As if we needed further evidence: The existence of stock photos like this one suggest that school shootings have become an entrenched part of life in the U.S.


Remember those dull fire drills we all endured as children—month after month, snaking in long formation down the hallways and loitering at the periphery of the baseball field until the assistant principal blew the all-clear whistle? It turns out that today’s kids also experience a uniquely America-in-the-21st-century supplement to these exercises: the active-shooter drill.

As reported by the Associated Press last week, a survey by the Government Accountability Office found that nearly two-thirds of U.S. schools hold some form of “active-shooter” drills to teach kids and teachers how to react in the event that an armed intruder enters the school: “‘Lockdown, lockdown, lockdown,’” the article begins—and it gets more macabre from there:


Some schools make their drills very realistic, simulating the sounds of gunshots and using smoke and fake blood. In one case, armed police officers with weapons drawn burst into a Florida middle school, terrifying staff and students alike…. GAO investigators said one district noted “the difficulty of striking a balance between providing knowledge and inciting fear, particularly at schools with younger children.”

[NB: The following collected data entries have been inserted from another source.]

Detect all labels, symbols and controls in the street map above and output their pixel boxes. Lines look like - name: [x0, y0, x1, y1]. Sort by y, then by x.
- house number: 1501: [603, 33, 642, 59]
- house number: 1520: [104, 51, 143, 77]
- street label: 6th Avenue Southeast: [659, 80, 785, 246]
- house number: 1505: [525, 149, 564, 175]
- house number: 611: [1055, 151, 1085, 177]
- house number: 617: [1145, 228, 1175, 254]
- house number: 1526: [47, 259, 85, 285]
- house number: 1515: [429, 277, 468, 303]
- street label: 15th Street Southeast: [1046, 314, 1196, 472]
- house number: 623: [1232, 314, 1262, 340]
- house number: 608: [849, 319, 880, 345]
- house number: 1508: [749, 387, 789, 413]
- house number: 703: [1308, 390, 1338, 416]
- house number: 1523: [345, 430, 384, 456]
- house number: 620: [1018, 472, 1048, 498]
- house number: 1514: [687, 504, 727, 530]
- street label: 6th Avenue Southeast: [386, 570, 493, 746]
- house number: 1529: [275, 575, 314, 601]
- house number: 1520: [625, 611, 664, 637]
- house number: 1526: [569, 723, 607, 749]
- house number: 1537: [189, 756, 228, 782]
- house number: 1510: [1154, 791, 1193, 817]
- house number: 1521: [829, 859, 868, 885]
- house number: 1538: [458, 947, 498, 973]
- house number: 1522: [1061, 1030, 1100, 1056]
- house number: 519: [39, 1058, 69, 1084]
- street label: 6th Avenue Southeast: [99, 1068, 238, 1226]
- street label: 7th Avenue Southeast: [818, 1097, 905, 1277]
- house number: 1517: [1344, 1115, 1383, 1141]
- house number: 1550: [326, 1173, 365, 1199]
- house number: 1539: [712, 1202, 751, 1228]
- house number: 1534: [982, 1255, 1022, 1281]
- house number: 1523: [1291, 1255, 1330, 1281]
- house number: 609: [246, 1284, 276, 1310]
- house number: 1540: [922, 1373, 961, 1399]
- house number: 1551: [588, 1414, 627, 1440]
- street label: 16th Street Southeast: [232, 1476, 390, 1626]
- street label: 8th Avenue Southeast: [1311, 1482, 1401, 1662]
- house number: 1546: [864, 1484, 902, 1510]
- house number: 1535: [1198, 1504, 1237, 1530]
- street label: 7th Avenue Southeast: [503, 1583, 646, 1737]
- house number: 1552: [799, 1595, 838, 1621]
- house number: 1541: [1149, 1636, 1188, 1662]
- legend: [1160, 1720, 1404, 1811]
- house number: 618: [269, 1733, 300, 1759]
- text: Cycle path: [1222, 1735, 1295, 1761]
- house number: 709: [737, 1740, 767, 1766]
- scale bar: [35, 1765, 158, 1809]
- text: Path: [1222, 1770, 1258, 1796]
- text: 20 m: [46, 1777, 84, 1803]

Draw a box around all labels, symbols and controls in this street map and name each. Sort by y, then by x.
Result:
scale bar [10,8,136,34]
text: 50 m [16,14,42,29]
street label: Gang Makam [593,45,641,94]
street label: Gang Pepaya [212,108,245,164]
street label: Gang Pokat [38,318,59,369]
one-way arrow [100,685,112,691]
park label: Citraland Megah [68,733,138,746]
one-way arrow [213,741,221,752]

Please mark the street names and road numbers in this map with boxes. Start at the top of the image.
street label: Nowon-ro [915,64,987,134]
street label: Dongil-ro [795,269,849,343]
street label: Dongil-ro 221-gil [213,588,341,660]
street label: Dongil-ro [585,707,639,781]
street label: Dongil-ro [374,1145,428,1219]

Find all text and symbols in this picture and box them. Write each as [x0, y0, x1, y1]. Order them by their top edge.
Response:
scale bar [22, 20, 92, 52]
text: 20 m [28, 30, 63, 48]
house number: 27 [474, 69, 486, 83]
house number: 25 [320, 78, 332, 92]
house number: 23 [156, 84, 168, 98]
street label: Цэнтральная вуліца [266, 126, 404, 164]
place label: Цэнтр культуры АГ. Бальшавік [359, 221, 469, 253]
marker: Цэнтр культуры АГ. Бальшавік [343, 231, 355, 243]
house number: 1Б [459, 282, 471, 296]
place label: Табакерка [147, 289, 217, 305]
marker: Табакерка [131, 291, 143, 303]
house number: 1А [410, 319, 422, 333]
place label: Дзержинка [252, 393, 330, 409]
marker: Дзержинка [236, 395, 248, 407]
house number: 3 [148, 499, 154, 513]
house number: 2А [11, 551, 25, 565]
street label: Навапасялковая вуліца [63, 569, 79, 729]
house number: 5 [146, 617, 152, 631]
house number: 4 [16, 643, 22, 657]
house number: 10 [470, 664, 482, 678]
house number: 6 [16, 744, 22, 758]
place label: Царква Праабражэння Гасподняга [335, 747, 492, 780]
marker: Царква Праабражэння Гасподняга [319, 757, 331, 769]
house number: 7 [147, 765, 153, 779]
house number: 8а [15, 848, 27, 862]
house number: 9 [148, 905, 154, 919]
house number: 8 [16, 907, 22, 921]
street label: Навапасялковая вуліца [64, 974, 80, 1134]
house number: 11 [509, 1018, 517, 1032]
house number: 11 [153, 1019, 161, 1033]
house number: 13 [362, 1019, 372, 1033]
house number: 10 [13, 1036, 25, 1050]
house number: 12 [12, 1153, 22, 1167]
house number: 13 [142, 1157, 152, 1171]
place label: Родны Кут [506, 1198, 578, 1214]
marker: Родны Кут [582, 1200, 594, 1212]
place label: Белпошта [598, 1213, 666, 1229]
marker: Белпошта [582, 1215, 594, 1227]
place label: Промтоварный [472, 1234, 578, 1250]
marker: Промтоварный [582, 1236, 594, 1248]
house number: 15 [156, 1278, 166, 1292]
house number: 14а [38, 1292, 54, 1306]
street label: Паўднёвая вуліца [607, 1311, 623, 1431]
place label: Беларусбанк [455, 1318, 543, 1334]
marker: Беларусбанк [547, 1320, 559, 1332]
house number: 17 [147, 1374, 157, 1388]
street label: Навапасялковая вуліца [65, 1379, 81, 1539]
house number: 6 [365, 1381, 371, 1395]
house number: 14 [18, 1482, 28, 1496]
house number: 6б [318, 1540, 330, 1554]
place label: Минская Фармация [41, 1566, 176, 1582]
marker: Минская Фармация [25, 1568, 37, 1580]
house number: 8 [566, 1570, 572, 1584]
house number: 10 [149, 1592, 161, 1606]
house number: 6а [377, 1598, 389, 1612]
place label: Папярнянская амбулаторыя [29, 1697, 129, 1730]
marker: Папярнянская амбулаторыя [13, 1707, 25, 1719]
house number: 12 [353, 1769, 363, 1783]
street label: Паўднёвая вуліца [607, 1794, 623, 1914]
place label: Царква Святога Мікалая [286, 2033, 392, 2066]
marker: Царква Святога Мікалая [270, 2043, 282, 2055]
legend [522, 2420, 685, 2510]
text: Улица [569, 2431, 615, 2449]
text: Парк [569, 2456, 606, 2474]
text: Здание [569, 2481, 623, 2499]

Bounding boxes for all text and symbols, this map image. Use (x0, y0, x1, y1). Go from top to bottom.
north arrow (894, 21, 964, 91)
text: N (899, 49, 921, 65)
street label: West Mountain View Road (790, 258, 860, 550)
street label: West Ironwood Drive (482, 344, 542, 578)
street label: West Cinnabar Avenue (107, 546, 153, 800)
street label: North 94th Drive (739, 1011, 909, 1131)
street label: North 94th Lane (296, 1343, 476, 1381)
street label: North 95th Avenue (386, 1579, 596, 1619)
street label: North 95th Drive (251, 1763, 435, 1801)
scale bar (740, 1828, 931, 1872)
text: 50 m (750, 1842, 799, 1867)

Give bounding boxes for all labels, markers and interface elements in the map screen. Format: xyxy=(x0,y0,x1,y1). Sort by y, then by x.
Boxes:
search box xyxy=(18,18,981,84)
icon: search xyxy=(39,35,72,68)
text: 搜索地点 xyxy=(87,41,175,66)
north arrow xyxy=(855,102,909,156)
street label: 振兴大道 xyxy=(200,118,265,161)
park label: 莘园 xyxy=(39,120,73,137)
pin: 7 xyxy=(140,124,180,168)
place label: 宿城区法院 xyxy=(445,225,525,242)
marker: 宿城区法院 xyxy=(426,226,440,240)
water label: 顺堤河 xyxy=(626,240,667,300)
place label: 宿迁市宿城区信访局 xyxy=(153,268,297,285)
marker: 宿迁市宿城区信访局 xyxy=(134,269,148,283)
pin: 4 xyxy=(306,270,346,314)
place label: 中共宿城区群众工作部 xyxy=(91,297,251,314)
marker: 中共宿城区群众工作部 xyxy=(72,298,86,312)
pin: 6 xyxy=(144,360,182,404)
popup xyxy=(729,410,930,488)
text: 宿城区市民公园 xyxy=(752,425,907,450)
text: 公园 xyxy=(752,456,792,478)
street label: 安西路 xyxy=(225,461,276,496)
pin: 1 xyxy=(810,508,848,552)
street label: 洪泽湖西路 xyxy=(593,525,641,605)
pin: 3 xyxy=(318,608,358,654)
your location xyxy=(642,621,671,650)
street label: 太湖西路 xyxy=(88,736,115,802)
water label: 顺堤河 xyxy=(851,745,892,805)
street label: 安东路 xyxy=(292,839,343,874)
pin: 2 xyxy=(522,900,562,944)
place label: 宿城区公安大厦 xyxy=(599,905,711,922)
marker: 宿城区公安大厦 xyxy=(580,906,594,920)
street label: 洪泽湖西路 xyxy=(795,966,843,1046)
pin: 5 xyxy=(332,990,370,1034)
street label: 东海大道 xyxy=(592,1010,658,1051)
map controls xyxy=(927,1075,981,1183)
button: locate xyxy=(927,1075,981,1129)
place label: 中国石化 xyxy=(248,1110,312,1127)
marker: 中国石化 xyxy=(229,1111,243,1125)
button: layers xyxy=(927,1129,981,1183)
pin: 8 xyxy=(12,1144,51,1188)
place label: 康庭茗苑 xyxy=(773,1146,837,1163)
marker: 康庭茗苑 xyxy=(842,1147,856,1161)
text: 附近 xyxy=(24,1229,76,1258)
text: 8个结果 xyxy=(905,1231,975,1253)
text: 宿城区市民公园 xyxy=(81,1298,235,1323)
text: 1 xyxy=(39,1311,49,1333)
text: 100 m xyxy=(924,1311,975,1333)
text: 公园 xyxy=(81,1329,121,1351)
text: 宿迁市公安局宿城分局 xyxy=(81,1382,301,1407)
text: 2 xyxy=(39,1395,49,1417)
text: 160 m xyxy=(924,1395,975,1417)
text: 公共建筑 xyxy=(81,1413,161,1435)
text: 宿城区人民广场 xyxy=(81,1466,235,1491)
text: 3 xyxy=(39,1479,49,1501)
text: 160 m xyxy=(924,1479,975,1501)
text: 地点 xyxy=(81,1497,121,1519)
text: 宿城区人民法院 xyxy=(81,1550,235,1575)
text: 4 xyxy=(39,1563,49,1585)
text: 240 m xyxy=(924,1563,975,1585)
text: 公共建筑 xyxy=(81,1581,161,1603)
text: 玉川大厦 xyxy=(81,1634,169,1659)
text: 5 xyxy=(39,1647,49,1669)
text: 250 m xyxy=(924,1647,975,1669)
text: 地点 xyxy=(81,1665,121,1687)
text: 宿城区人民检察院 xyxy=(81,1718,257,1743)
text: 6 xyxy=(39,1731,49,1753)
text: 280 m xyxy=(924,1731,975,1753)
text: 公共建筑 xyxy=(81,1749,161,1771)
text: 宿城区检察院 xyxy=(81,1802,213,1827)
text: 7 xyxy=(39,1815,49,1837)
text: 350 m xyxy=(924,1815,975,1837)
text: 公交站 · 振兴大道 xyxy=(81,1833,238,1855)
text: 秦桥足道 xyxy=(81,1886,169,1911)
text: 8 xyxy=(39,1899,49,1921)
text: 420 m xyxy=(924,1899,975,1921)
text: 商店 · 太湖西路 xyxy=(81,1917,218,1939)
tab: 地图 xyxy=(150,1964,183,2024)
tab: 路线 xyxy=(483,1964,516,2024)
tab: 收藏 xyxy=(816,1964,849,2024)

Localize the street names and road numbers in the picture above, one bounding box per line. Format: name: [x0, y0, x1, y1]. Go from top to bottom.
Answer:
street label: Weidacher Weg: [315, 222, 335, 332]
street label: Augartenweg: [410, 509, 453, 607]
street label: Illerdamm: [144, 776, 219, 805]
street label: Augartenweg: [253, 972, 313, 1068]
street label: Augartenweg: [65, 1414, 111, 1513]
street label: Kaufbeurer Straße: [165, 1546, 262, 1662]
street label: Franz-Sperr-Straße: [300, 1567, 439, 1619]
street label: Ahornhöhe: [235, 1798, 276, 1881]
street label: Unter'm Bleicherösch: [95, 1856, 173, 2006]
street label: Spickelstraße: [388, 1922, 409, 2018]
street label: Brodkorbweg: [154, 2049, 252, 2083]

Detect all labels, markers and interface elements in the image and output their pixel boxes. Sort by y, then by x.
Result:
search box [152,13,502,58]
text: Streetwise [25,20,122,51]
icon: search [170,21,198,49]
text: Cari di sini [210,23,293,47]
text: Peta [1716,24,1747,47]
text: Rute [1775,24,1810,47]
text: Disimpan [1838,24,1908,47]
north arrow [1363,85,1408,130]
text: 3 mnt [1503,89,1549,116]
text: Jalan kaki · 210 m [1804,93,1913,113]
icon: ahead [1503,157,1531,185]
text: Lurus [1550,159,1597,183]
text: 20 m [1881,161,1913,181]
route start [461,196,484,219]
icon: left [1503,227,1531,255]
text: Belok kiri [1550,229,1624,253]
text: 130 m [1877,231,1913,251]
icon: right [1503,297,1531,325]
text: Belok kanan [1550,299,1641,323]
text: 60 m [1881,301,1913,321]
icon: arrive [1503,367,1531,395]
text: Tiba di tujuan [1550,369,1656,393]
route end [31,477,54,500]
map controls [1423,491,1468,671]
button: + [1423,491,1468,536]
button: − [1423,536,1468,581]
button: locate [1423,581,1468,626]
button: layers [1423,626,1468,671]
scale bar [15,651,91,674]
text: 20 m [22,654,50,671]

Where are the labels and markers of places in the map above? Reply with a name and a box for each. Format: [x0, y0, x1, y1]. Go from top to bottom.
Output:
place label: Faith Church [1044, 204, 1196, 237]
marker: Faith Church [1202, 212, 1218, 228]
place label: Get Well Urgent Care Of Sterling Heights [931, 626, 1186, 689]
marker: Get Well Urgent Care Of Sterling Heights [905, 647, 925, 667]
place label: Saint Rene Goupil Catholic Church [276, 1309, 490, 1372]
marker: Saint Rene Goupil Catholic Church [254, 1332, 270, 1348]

Uh, yeah, that’s a tricky one.

In the 1950s, schools conducted “duck and cover” drills to prepare students for the eventuality of an atomic bomb; my mom remembers being herded out of the classroom, lined up against the lockers, and told to fold her arms over her head—as if crisscrossed arms would really safeguard any child from a mushroom cloud. (Here’s a great video for anyone interested in reliving the magic.) From this distance, those exercises appear absurd and almost quaint in their naïveté—yet another rabble-rousing gambit to dramatize the imminent Commie threat that never was.


But active-shooter drills? They are horrifying for the opposite reason—because, in a nation that now has more guns than people, they might just be necessary.

Not a single U.S. school was ever hit by an atomic bomb, obviously, but plenty have been attacked by shooters with military-grade weapons: There have been, according to the AP article, 25 shootings at elementary schools in the U.S. (though one Sandy Hook-formed advocacy group has offered a much higher estimate of 64 school shootings in 2015 alone). So perhaps, deranged as it sounds, instructing teachers to lock their doors and hit the lights, and students to flee to “designated safe locations,” is the logical solution to a very real problem. At any rate, enacting these apocalyptic exercises is certainly easier than reforming gun laws—so what if a few third-graders get traumatized in the process?

As Yakov Smirnoff would say, “What a country!”